> **PROVIDED DATA**:
┄┄┄┄┄┄
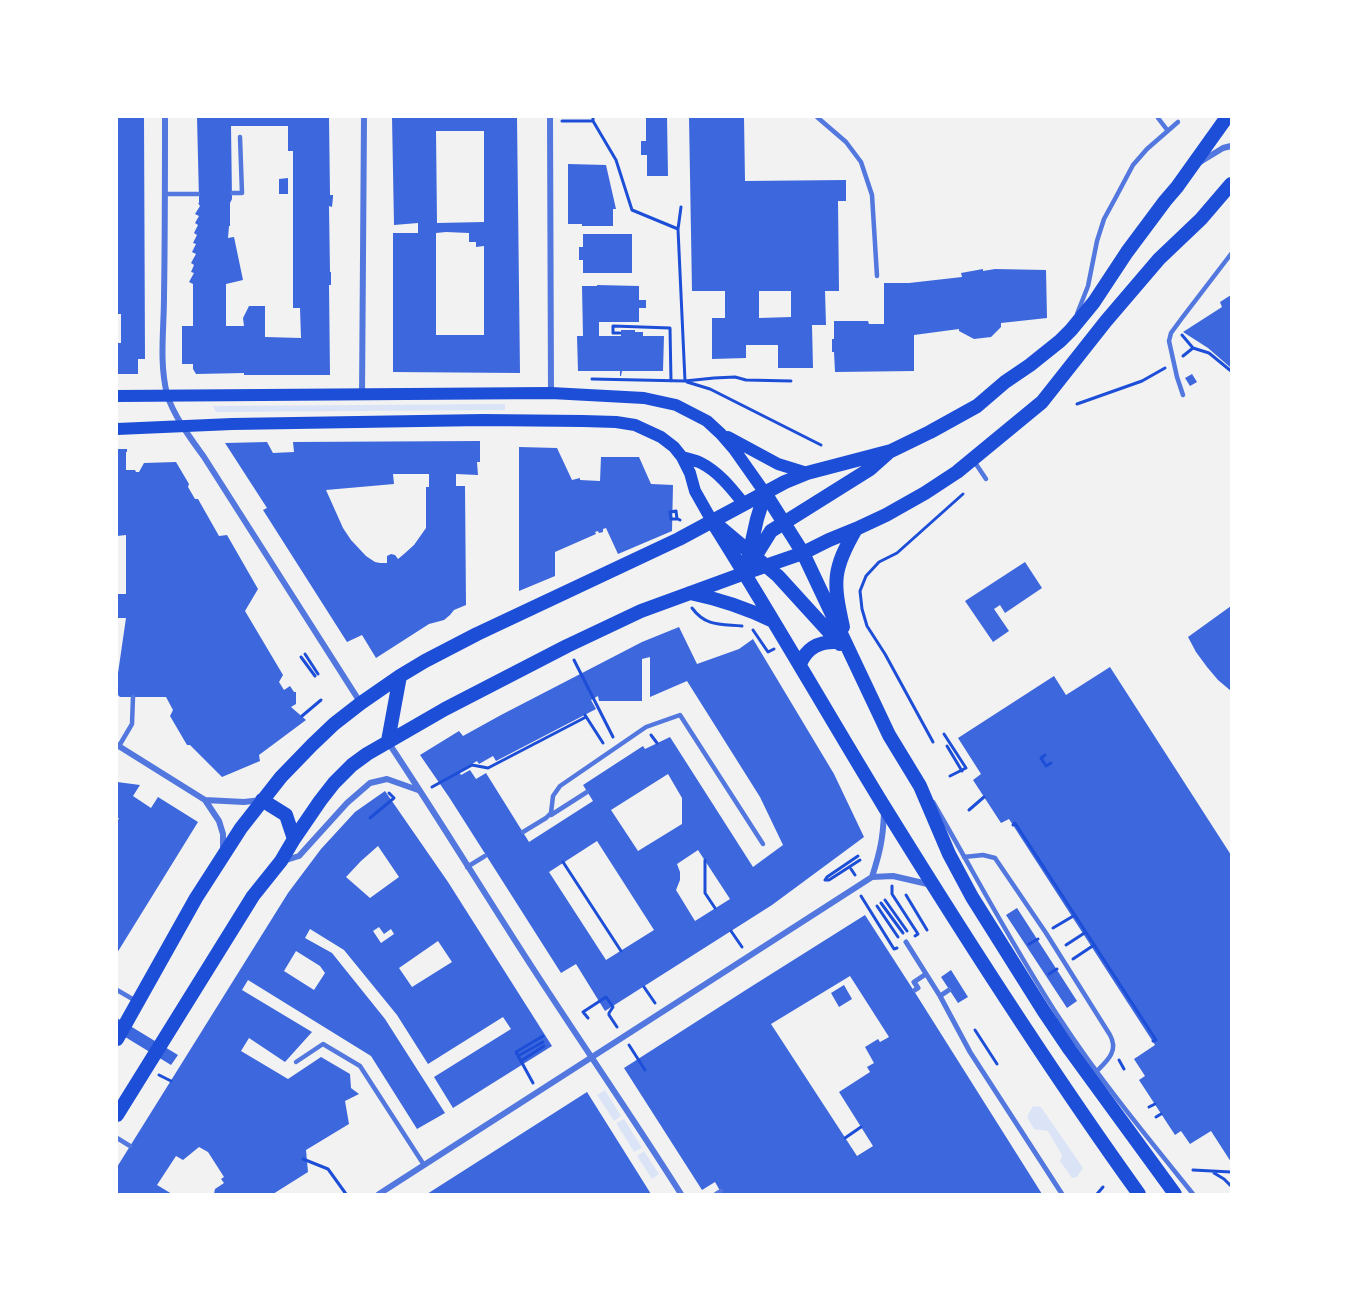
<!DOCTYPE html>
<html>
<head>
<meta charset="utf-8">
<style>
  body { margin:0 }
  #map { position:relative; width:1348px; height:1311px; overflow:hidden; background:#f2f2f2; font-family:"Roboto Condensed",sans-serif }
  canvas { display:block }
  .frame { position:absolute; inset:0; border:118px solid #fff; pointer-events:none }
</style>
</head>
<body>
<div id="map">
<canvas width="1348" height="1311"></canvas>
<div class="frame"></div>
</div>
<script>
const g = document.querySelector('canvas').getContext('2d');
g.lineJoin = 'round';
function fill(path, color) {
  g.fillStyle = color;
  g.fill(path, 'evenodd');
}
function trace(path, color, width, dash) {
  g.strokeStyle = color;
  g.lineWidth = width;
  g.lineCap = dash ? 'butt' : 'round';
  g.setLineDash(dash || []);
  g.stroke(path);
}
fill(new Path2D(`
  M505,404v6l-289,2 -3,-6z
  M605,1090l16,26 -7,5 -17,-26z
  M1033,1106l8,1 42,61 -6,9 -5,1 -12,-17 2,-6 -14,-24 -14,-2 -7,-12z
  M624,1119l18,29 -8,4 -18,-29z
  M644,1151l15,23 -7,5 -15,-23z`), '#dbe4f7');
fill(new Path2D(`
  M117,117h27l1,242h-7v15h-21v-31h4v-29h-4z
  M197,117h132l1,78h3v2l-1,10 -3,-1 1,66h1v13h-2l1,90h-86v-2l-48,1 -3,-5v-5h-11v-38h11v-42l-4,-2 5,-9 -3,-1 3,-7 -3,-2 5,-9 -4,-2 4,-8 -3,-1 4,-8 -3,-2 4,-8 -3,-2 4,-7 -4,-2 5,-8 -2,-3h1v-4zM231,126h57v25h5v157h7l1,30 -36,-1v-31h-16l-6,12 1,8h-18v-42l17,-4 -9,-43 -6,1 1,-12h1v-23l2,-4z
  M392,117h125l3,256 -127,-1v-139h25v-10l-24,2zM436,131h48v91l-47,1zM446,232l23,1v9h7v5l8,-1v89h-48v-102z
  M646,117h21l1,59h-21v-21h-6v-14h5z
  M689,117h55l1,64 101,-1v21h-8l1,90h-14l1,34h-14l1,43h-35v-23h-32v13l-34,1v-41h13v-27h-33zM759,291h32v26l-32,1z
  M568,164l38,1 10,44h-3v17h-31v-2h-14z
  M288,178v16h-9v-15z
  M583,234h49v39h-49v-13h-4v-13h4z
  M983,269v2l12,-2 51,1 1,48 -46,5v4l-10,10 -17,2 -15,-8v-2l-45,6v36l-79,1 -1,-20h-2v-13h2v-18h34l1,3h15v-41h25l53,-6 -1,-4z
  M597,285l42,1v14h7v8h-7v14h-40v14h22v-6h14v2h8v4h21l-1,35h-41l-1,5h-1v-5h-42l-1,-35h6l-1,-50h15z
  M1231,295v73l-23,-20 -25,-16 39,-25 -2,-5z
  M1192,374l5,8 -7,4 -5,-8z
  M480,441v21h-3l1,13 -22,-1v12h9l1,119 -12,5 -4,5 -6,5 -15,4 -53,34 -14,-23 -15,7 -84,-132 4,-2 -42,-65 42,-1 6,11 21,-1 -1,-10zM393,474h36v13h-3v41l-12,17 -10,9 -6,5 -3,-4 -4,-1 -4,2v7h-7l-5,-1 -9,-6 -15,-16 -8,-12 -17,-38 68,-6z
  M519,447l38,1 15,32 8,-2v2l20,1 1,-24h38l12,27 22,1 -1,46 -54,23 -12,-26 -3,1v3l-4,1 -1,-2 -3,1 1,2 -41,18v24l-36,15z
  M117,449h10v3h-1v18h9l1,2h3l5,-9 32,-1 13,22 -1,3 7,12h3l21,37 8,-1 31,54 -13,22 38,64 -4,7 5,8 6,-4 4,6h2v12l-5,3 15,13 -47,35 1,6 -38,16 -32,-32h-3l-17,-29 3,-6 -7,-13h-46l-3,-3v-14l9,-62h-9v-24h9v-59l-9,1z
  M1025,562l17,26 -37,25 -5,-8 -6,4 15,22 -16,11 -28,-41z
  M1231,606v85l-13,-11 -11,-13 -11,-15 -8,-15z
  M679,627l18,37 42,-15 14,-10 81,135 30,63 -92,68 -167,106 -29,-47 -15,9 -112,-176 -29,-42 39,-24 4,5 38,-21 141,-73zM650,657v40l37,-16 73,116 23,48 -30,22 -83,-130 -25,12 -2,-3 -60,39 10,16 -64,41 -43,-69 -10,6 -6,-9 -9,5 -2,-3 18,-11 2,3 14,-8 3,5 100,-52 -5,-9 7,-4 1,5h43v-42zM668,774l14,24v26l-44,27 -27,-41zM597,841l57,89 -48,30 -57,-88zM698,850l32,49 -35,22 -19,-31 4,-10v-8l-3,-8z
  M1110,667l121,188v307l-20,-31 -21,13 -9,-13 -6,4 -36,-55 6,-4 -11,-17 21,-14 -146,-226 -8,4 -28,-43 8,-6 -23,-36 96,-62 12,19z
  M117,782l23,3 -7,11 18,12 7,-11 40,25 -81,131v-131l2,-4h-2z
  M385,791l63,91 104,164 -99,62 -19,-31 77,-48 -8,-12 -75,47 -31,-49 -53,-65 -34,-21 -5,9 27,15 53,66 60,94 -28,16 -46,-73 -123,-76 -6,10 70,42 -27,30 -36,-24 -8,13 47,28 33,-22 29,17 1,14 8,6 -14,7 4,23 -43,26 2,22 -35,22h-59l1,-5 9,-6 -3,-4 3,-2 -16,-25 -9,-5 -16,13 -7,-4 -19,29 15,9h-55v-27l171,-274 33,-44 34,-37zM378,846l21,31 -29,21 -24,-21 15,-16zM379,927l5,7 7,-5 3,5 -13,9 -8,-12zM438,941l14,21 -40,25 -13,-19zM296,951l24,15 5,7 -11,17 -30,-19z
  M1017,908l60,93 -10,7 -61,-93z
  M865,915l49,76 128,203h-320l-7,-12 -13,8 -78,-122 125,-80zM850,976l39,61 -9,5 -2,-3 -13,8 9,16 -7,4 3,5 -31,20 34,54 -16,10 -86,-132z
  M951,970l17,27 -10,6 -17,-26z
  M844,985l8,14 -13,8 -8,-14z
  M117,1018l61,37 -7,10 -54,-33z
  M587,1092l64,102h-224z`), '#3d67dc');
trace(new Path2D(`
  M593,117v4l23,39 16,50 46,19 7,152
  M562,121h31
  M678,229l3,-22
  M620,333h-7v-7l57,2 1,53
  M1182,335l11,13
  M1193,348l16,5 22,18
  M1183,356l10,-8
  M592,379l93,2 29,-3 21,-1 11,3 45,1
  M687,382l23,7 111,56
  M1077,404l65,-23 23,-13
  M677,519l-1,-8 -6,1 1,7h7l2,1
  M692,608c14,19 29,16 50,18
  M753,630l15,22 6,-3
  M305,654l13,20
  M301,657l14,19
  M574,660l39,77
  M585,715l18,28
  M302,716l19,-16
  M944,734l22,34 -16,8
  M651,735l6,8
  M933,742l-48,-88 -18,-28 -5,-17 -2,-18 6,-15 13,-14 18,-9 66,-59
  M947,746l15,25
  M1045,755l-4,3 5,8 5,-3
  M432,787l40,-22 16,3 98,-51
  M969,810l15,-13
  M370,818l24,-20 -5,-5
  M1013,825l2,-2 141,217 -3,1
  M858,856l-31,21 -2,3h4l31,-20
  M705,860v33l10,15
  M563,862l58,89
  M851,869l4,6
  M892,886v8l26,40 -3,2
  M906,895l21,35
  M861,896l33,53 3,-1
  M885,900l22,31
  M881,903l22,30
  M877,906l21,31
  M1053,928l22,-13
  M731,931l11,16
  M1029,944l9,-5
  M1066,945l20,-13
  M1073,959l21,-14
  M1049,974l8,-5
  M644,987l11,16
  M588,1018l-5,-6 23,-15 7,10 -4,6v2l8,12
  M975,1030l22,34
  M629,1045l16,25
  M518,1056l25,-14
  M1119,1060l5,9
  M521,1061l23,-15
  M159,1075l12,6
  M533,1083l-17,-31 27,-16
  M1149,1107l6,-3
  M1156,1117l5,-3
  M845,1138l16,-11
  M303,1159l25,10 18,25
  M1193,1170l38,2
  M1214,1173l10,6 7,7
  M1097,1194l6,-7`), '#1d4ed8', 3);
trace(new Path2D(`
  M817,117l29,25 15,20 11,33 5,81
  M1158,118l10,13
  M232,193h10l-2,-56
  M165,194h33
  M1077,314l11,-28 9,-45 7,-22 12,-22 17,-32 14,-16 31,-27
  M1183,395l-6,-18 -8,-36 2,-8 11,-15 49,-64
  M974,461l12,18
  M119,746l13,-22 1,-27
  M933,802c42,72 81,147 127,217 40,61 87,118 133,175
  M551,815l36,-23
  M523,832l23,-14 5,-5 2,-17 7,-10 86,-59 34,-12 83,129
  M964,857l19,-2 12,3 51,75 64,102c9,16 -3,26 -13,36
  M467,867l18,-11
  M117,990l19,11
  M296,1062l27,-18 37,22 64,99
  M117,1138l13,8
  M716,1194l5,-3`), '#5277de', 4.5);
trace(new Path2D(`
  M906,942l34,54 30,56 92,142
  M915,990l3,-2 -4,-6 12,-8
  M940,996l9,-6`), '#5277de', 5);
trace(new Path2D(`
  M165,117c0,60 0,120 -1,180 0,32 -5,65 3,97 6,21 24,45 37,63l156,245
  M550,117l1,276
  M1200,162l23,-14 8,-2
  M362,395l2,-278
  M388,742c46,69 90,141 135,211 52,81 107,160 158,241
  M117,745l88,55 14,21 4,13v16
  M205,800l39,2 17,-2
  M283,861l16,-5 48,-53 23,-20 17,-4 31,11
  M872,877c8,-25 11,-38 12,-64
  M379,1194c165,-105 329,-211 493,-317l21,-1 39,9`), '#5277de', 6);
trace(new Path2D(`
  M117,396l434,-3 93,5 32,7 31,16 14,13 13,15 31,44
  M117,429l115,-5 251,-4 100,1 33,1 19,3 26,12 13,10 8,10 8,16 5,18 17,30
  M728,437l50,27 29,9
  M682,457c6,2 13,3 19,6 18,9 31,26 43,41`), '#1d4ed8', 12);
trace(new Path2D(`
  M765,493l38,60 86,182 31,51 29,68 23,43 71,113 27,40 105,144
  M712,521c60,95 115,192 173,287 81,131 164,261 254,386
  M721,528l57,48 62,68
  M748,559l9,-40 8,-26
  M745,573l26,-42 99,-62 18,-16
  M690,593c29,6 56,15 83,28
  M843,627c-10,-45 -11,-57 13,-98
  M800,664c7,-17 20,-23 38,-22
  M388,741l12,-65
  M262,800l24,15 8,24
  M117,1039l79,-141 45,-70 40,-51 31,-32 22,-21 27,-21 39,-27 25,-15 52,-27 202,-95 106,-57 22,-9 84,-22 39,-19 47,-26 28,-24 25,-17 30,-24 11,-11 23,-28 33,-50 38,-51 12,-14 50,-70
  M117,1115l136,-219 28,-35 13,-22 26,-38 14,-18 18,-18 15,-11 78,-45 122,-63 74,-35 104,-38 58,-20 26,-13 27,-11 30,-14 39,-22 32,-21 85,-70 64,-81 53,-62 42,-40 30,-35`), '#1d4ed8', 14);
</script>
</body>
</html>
┄┄┄┄┄┄
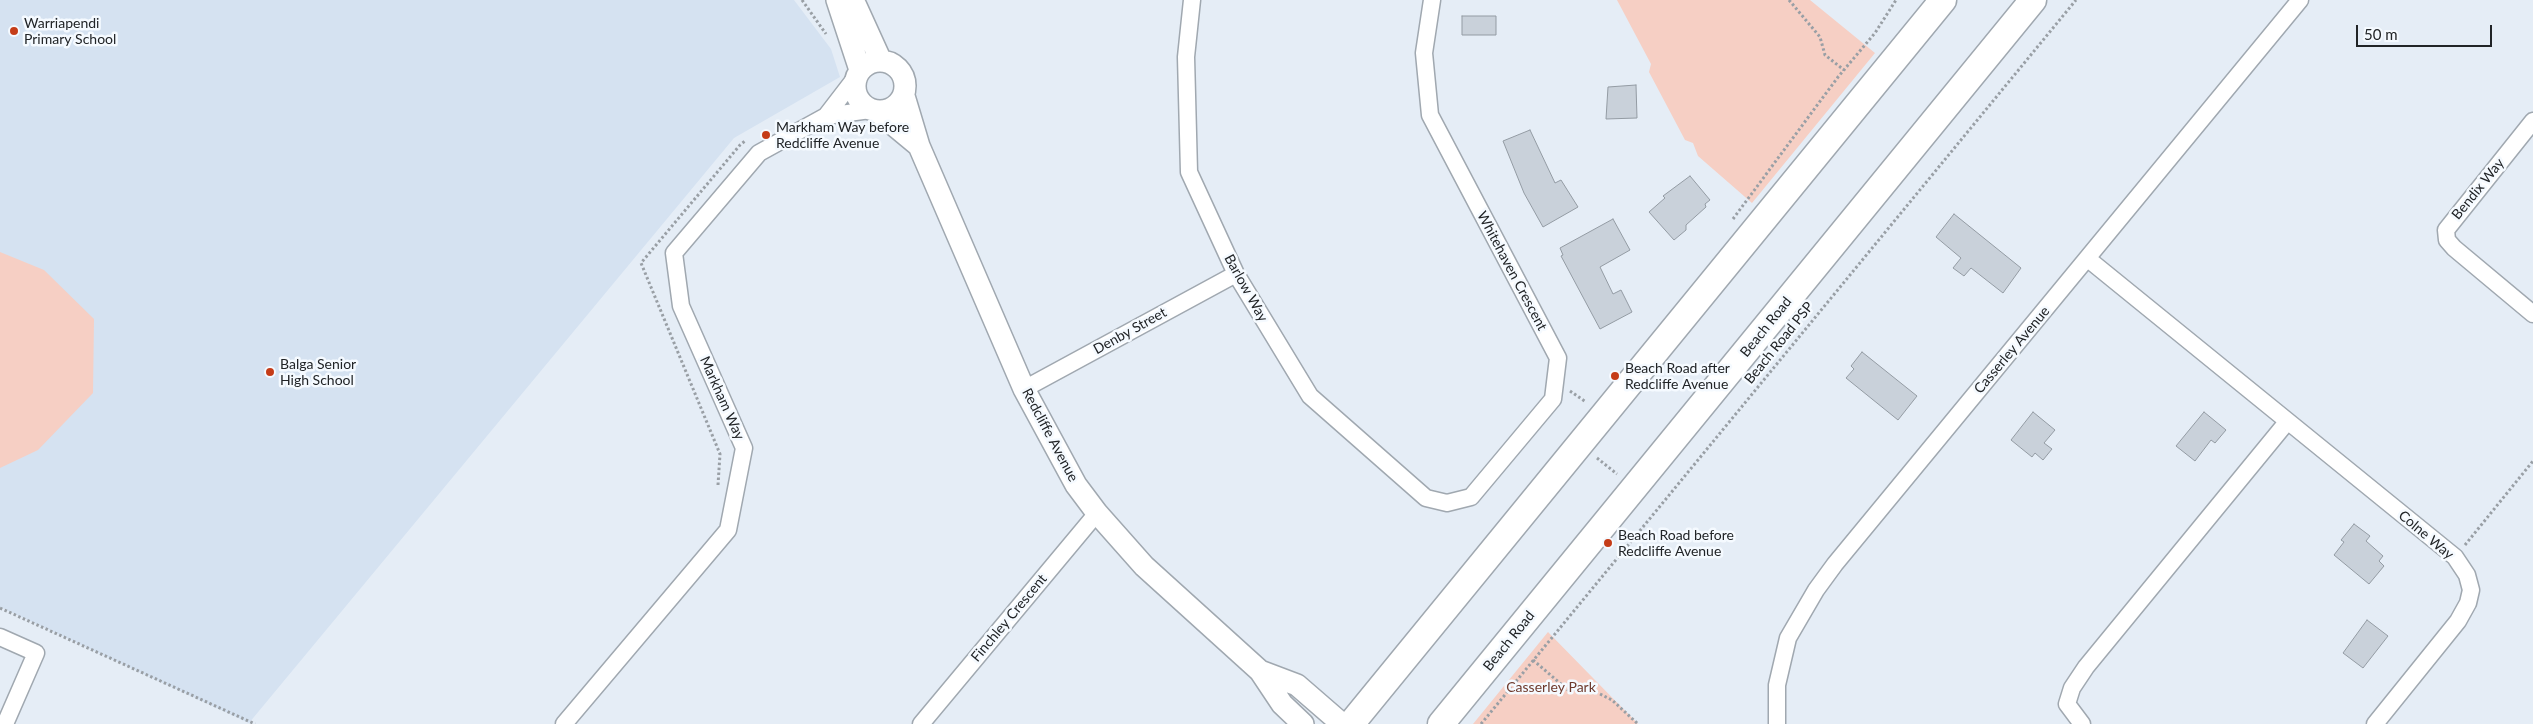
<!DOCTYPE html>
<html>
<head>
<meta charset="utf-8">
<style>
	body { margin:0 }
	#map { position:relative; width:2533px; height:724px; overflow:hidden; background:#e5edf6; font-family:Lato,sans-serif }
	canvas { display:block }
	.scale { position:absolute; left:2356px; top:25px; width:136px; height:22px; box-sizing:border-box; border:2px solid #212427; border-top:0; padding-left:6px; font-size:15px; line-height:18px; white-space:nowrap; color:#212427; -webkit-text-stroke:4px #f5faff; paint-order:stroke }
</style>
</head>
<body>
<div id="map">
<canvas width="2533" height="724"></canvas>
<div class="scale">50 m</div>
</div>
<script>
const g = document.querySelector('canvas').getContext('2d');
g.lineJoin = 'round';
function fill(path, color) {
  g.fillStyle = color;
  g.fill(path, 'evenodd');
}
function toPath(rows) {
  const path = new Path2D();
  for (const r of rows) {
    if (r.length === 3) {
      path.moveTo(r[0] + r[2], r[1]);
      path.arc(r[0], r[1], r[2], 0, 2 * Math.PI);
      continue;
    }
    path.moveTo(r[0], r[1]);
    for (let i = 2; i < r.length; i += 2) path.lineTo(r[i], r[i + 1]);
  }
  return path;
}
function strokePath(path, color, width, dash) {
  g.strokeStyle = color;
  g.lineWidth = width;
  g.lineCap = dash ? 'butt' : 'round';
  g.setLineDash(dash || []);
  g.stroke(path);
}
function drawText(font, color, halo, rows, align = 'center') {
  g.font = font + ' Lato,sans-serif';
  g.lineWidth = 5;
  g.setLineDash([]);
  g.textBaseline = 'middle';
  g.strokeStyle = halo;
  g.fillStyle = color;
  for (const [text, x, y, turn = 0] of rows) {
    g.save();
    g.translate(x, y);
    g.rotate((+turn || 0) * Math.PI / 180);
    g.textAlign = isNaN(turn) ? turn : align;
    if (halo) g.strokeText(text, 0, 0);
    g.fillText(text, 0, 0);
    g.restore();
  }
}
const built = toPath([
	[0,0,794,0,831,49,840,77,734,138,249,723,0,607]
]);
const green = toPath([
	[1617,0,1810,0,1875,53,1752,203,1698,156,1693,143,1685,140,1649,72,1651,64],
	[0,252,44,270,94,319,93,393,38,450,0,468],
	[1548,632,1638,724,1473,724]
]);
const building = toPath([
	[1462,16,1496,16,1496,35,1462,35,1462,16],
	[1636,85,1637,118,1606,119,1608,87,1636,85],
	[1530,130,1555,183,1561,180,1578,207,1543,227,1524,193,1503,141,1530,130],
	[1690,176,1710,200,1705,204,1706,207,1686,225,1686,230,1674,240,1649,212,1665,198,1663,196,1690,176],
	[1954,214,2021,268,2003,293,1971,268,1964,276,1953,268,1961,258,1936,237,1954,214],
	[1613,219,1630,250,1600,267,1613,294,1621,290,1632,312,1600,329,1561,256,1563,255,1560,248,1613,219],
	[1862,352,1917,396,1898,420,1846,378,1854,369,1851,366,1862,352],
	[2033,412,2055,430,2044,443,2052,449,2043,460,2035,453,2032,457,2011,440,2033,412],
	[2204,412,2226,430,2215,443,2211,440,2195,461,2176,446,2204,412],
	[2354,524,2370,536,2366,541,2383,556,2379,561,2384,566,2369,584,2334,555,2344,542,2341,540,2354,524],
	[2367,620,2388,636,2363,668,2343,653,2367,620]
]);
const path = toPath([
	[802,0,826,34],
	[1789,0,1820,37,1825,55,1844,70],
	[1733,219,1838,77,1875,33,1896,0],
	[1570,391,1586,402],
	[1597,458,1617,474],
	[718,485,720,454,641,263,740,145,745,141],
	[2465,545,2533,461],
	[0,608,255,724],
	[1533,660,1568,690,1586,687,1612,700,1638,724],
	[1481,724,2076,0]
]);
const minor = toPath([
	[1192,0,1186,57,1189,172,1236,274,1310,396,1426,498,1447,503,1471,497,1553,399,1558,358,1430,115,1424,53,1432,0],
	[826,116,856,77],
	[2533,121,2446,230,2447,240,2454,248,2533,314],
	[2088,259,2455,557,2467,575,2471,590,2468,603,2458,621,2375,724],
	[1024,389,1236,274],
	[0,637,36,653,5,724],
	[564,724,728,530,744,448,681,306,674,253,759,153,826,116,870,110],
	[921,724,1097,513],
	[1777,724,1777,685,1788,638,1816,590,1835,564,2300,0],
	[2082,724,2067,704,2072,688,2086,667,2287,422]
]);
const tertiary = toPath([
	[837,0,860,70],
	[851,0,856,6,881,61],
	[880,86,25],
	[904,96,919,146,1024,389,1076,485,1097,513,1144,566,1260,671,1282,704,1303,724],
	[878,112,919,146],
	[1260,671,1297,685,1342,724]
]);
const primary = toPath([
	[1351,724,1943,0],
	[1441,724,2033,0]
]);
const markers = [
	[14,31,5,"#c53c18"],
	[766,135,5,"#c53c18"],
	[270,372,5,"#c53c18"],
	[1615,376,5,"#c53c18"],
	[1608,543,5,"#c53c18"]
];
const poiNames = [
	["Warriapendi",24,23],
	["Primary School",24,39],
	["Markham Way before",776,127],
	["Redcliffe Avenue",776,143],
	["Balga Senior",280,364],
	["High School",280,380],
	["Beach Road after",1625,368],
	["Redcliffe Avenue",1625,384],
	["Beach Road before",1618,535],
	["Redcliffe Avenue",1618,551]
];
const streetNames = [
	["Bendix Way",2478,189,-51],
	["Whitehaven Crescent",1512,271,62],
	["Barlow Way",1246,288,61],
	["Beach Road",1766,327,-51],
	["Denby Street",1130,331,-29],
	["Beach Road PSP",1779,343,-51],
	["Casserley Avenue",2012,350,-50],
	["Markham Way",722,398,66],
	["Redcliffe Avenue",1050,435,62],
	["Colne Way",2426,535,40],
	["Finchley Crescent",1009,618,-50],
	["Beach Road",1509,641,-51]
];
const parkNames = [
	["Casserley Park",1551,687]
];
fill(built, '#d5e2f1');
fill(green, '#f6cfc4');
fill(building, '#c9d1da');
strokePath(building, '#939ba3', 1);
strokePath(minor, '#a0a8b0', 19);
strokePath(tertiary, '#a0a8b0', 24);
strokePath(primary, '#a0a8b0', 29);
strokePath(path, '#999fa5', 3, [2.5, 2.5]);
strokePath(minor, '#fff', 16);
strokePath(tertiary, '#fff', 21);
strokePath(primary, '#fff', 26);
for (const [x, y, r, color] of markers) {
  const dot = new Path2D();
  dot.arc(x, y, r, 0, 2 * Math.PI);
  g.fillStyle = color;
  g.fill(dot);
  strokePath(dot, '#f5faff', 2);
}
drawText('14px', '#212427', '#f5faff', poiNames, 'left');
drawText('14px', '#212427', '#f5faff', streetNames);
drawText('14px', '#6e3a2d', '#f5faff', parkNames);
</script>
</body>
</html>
┄┄┄┄┄┄
Throughout the material above, report each line holding the word "halo".

function drawText(font, color, halo, rows, align = 'center') {
  g.strokeStyle = halo;
    if (halo) g.strokeText(text, 0, 0);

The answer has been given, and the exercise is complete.